Entries taken from a collection:
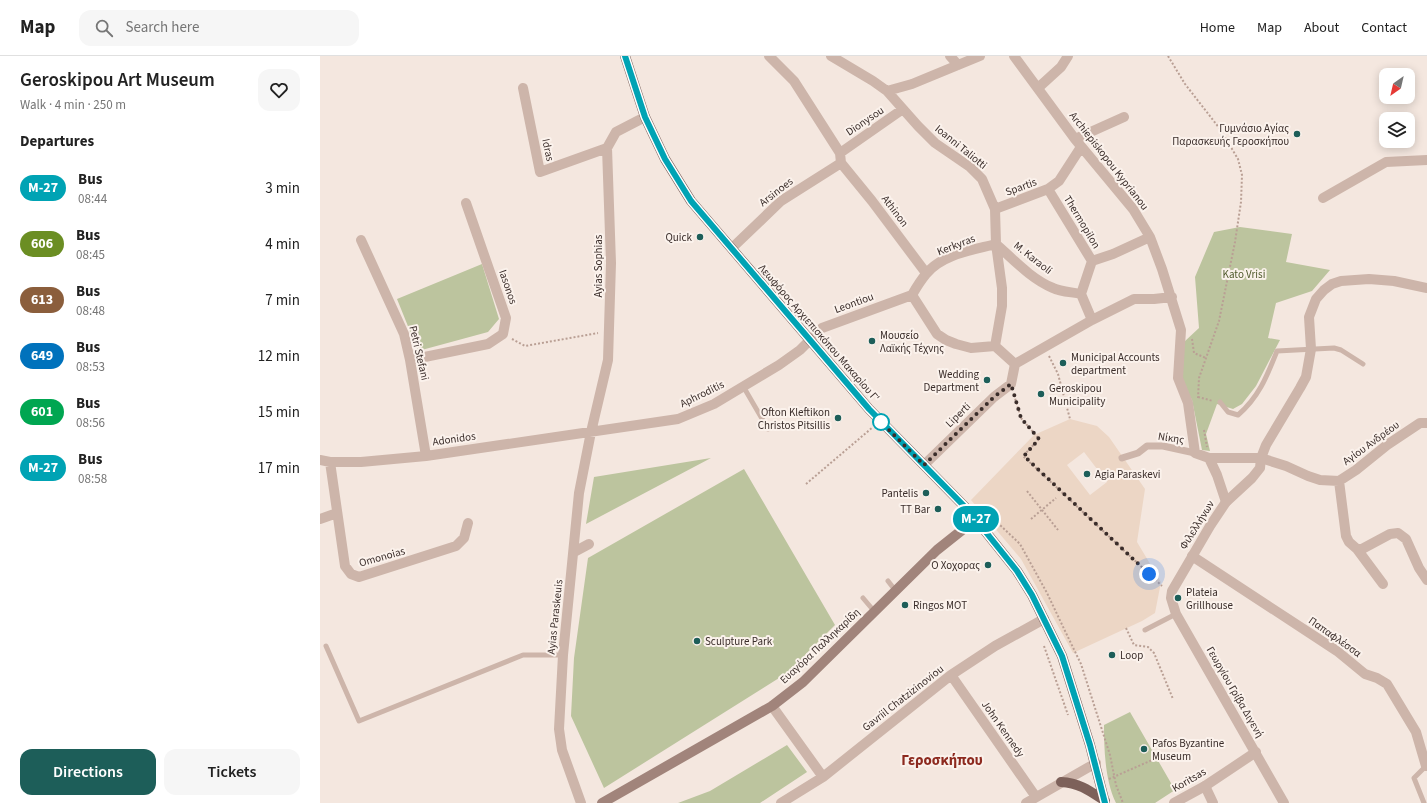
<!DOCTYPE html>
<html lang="en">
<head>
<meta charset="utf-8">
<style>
	body { margin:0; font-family:"Source Sans 3",sans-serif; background:#f6f6f6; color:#222; height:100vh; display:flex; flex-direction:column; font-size:15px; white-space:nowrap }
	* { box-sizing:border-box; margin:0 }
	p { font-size:13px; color:#767676 }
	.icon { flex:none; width:22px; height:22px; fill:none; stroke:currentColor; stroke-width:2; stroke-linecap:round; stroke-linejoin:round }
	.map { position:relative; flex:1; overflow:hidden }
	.side { display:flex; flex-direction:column; background:#fff; width:320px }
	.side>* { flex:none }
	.badge { padding:0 8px; border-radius:13px; font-size:14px; line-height:26px }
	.needle { width:26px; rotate:214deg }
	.buttons { position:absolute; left:1059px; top:12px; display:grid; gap:8px }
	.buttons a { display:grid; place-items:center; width:36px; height:36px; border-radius:8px; background:#fff; box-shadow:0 2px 10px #0003; font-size:20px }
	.you { position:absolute; width:20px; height:20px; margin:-10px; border:3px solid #fff; border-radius:50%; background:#1a73e8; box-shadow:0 0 0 6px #1a73e833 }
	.map>.badge { position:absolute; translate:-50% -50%; box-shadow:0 0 0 2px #fff }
	h2 { padding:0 20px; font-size:15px; line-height:36px }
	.round { display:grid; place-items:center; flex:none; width:42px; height:42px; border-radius:12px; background:#f6f6f6 }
	.summary { display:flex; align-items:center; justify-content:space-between; height:68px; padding:0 20px }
	h1 { font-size:19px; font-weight:600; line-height:30px }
	.primary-button { display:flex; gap:8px; margin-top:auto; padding:8px 20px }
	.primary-button a { flex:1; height:46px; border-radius:12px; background:#1d5e59; color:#fff; font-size:16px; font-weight:600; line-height:46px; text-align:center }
	.primary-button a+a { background:#f6f6f6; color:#222 }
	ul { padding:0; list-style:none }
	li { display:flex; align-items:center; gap:12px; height:56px; padding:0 20px }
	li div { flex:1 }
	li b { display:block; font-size:15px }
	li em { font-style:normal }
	li .badge { min-width:44px; font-weight:700; text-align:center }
	header { display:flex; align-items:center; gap:24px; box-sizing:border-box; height:56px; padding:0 20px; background:#fff; border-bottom:1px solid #e0e0e0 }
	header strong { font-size:19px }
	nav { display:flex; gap:22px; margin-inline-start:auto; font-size:14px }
	.search { width:280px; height:36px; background:#f6f6f6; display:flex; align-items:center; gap:10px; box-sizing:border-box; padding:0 14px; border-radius:12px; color:#767676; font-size:15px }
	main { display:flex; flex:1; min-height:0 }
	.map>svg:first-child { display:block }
</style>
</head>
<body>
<header>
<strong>Map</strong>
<div class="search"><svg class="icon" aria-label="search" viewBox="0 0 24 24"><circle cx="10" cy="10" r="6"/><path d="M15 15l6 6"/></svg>Search here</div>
<nav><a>Home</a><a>Map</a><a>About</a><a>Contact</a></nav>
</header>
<main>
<section class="side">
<div class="summary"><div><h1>Geroskipou Art Museum</h1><p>Walk · 4 min · 250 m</p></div><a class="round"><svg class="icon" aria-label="heart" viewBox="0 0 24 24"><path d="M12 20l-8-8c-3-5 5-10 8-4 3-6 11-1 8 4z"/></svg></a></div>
<h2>Departures</h2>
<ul>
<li><span class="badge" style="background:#00a3b4;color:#fff">M-27</span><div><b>Bus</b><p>08:44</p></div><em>3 min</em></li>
<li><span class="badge" style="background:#6b8e23;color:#fff">606</span><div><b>Bus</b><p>08:45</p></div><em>4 min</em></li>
<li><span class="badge" style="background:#8b5e3c;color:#fff">613</span><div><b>Bus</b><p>08:48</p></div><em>7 min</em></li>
<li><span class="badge" style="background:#0072bc;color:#fff">649</span><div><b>Bus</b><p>08:53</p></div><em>12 min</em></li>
<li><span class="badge" style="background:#00a651;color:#fff">601</span><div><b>Bus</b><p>08:56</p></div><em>15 min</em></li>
<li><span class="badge" style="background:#00a3b4;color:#fff">M-27</span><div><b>Bus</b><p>08:58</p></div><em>17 min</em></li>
</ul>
<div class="primary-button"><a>Directions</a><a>Tickets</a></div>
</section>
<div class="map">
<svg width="1107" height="747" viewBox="0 0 1107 747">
	<rect width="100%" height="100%" fill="#f4e7df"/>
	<path fill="#bcc49e" d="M 920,171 L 972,178 L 966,206 L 1010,214 L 992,235 L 956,247 L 948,282 L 960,284 L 936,330 L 922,348 L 913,353 L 897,348 L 886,378 L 890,395 L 882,394 L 872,344 L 862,327 L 864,286 L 879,272 L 875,221 L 894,176 Z
		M 162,208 L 179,263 L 168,276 L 98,295 L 77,243 Z
		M 391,402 L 266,468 L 274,421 Z
		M 424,413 L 515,569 L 467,617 L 284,732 L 251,660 L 254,602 L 268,502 Z
		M 810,656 L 855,734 L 835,747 L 796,747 C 785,725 784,693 784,669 Z
		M 467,689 L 487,716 L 440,747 L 358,747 L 390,735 Z"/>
	<path fill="#ecd6c5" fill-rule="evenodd" d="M 750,363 L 777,370 L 789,381 L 825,433 L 817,486 L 841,526 L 835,557 L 822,565 L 753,597 L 701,503 L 651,444 L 714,379 ZM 764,396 L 787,426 L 770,439 L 747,409 Z"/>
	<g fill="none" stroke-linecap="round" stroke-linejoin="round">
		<path stroke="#b99f94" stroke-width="2" stroke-dasharray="2 2" stroke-linecap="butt" d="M 848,0 L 865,28 L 900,73 L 918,103 L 922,119 L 921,146 L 915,186 L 899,265 L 879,322 L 878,342
			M 192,283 L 205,290 L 278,277
			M 872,283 L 874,297 L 886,302
			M 729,300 L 738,318 L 750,363
			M 694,339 L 701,362 L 719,383 L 703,400 L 842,530
			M 878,341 L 893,345
			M 884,374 L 887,391
			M 486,428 L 553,371
			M 707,435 L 738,474
			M 660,450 L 700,488 L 727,537 L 746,577 L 761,608 L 790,699 L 796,729 L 803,747
			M 711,463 L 736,442
			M 806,572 L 814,589 L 828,591 L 834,597 L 853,643
			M 724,590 L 748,659
			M 789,723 L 839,701"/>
		<path stroke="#cdb5aa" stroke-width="5" d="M 423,330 L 448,373
			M 900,346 L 908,356 L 918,359 C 939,341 947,320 957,295 L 1014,292 L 1021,294 L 1043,308
			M 568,525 L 575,534
			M 543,542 L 554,555
			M 825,574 L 856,558
			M 6,590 L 39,665 L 203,599 L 243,599
			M 1104,747 L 1094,722 L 1106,710"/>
		<path stroke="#cdb5aa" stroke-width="7" d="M 802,402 L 818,397 L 827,390 L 843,390 L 875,397"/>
		<path stroke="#cdb5aa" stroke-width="10" d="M 449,0 L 474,25 L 520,97 L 521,107 L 552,145 L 606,217
			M 511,0 L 553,25 L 567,35 L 598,70 L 615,87 L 650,111 L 662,123 L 675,153 L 676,188 L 682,232 L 682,250 L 675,290
			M 630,0 L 638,9
			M 694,0 L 755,83 L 813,153 L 830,181 L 842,213 L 861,274 L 858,322 L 868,347 L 875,397 L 889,402 L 941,402 L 966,410 L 988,420 L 1000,424 L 1019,425 L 1036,414 L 1067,389 L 1100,367 L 1107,367
			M 203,32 L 220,116 L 287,92
			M 718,32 L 741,11 L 748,0
			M 567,35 L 592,28 L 660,0
			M 755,83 L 804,61
			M 520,97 L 583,53
			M 728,133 L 772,205 L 761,238 L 772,264
			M 1003,142 L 1066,106 L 1107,104
			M 675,153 L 728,133 L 739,125 L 761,91
			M 41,184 L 84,278 L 90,304 L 106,400
			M 412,192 L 461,145 L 521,107
			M 772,205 L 793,198 L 830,181
			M 592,239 C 596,232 601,224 606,218 C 622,198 653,194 676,188 C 693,203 711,223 733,232 C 741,236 752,236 761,238
			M 592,239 L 617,278 L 626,284 L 636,288 L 651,292 L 675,290
			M 675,290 L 695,308
			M 90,304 L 168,288 L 183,278 L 186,262 L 146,147
			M 695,308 L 772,264 L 814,243 L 834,243 L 852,241
			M 889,402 L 897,419 L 906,446
			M 0,404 L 10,406 L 41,406 L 106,400 L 358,363 L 394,348 L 459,309 L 480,294 L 502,272 L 592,239
			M 10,406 L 25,510 L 31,518 L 39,521 L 136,490 L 144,482 L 148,467
			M 604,409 L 674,341 L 691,328 L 695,308
			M 1019,425 L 1026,480 L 1029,486 L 1037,493 L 1042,493 L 1070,478 L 1078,477 L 1086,483 L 1099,512 L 1107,524
			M 0,463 L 17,457
			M 1037,493 L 1063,528
			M 254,496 L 269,488
			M 872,500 L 1017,595 L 1045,618 L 1057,622 L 1067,628 L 1096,676 L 1106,710 L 1107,709
			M 631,619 L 716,741
			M 452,650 L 503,721
			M 885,730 L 893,747
			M 261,747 L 242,694 L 239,673 L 243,599 L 259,437 L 271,376 L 288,304 L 291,207 L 287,92 L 296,76 L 325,61
			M 461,747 L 503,721 L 631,619 L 675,590 L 724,563
			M 706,747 L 776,707"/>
		<path stroke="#cdb5aa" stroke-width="10" d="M 854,747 L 885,730 L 936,696
			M 964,747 L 856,558 L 851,542 L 852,535 L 890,470 L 906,446 L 932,422 L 940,412 L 941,402 L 946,389 L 980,332 L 986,321 L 991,293 L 989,261 L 996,243 L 1004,234 L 1012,228 L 1021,225 L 1049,223 L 1074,225 L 1107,232"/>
		<path stroke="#a1847b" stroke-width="10" d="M 282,747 L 452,650 L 483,626 L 617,494 L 656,463"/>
		<path stroke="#7d615a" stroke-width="10" d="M 305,0 L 325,61 L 345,103 L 371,145 L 549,353 L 649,455 L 697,515 L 712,539 L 742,600 L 770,689 L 785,747
			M 741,726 C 760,727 770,735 785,745"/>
	</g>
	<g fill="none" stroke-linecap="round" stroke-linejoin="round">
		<g stroke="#fff" stroke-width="9">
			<path id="line" d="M 305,0 L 325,61 L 345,103 L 371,145 L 549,353 L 649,455 L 697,515 L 712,539 L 742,600 L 770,689 L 785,747"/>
		</g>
		<use href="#line" stroke="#00a3b4" stroke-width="6"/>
		<path stroke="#3a2d2a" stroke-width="4" stroke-dasharray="0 7.2" d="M 561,366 L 560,365 L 604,409 L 674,341 L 691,328 L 701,362 L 719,383 L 704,400 L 829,518"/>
	</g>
	<g fill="#1d5e59" stroke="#fbf2ec" stroke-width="1.5">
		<circle cx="977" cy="78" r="4"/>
		<circle cx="380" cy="181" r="4"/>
		<circle cx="552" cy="285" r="4"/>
		<circle cx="743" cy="307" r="4"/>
		<circle cx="667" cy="324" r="4"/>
		<circle cx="721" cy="338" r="4"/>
		<circle cx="518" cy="362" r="4"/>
		<circle cx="767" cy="418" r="4"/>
		<circle cx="606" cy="437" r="4"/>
		<circle cx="618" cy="453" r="4"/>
		<circle cx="668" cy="509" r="4"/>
		<circle cx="858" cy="542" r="4"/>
		<circle cx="585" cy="549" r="4"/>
		<circle cx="377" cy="585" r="4"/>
		<circle cx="792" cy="599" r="4"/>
		<circle cx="824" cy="693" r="4"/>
	</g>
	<circle fill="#fff" stroke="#00a3b4" stroke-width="2" cx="561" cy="366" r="8"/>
	<g text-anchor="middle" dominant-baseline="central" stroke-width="4" stroke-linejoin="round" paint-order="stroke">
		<g font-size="11" fill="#3a2d2a" stroke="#fbf2ec">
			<text transform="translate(545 65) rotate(-34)">Dionysou</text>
			<text transform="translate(641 91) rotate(39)">Ioanni Taliotti</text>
			<text transform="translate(228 94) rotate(78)">Idras</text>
			<text transform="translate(789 105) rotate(52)">Archiepiskopou Kyprianou</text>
			<text transform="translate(701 131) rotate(-20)">Spartis</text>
			<text transform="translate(456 136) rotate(-38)">Arsinoes</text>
			<text transform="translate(575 155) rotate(53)">Athinon</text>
			<text transform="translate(762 166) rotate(59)">Thermopilon</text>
			<text transform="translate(636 189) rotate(-21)">Kerkyras</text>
			<text transform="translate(713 202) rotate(38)">M. Karaoli</text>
			<text transform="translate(278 210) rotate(-90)">Ayias Sophias</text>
			<text transform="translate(188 231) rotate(71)">Iasonos</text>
			<text transform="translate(534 247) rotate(-20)">Leontiou</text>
			<text transform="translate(499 277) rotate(49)">Λεωφόρος Αρχιεπισκόπου Μακαρίου Γ'</text>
			<text transform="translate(99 297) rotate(77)">Petri Stefani</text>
			<text transform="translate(382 338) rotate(-26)">Aphroditis</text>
			<text transform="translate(638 359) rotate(-44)">Liperti</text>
			<text transform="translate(851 382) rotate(9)">Νίκης</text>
			<text transform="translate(134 383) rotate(-8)">Adonidos</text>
			<text transform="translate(1051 387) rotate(-36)">Αγίου Ανδρέου</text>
			<text transform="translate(877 469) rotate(-58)">Φιλελλήνων</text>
			<text transform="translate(62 501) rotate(-16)">Omonoias</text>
			<text transform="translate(235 561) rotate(-84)">Ayias Paraskeuis</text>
			<text transform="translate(1015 581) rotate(35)">Παπαφλέσσα</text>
			<text transform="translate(500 590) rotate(-43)">Ευαγόρα Παλληκαρίδη</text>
			<text transform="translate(915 636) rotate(60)">Γεωργίου Γρίβα Διγενή</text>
			<text transform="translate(583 642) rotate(-38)">Gavriil Chatzizinoviou</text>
			<text transform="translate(683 673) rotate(55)">John Kennedy</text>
			<text transform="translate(869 724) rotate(-30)">Koritsas</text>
		</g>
		<g font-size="11" fill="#3a2d2a" stroke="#fbf2ec" text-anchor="start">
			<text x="969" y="72" text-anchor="end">Γυμνάσιο Αγίας<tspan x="969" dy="13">Παρασκευής Γεροσκήπου</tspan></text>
			<text x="372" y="181" text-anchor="end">Quick</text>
			<text x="560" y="279">Μουσείο<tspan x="560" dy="13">Λαϊκής Τέχνης</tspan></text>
			<text x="751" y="301">Municipal Accounts<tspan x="751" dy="13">department</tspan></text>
			<text x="659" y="318" text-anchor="end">Wedding<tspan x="659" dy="13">Department</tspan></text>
			<text x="729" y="332">Geroskipou<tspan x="729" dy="13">Municipality</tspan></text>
			<text x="510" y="356" text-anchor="end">Ofton Kleftikon<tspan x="510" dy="13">Christos Pitsillis</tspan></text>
			<text x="775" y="418">Agia Paraskevi</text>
			<text x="598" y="437" text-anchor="end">Pantelis</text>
			<text x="610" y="453" text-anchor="end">TT Bar</text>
			<text x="660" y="509" text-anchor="end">Ο Χοχορας</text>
			<text x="866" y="536">Plateia<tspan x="866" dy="13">Grillhouse</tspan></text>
			<text x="593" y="549">Ringos MOT</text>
			<text x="385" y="585">Sculpture Park</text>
			<text x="800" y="599">Loop</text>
			<text x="832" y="687">Pafos Byzantine<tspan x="832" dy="13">Museum</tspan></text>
		</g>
		<g font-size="11" fill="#4f5a2c" stroke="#fbf2ec">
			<text x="924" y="218">Kato Vrisi</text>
		</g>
		<g font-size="15" font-weight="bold" fill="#8d2a1f" stroke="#fbf2ec">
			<text x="622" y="704">Γεροσκήπου</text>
		</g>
	</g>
</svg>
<div class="buttons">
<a><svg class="needle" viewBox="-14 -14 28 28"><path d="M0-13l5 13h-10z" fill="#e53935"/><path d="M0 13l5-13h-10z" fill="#767676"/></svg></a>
<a><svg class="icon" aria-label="layers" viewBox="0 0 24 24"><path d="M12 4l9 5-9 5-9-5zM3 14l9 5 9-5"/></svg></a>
</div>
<div class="you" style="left:829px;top:518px"></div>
<b class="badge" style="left:656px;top:463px;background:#00a3b4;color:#fff">M-27</b>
</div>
</main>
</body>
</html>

[AIM OF THE EXERCISE]:
Check each line of the records for "buttons" and copy the ones that contain it.

[WRITTEN RESPONSE]:
	.buttons { position:absolute; left:1059px; top:12px; display:grid; gap:8px }
	.buttons a { display:grid; place-items:center; width:36px; height:36px; border-radius:8px; background:#fff; box-shadow:0 2px 10px #0003; font-size:20px }
<div class="buttons">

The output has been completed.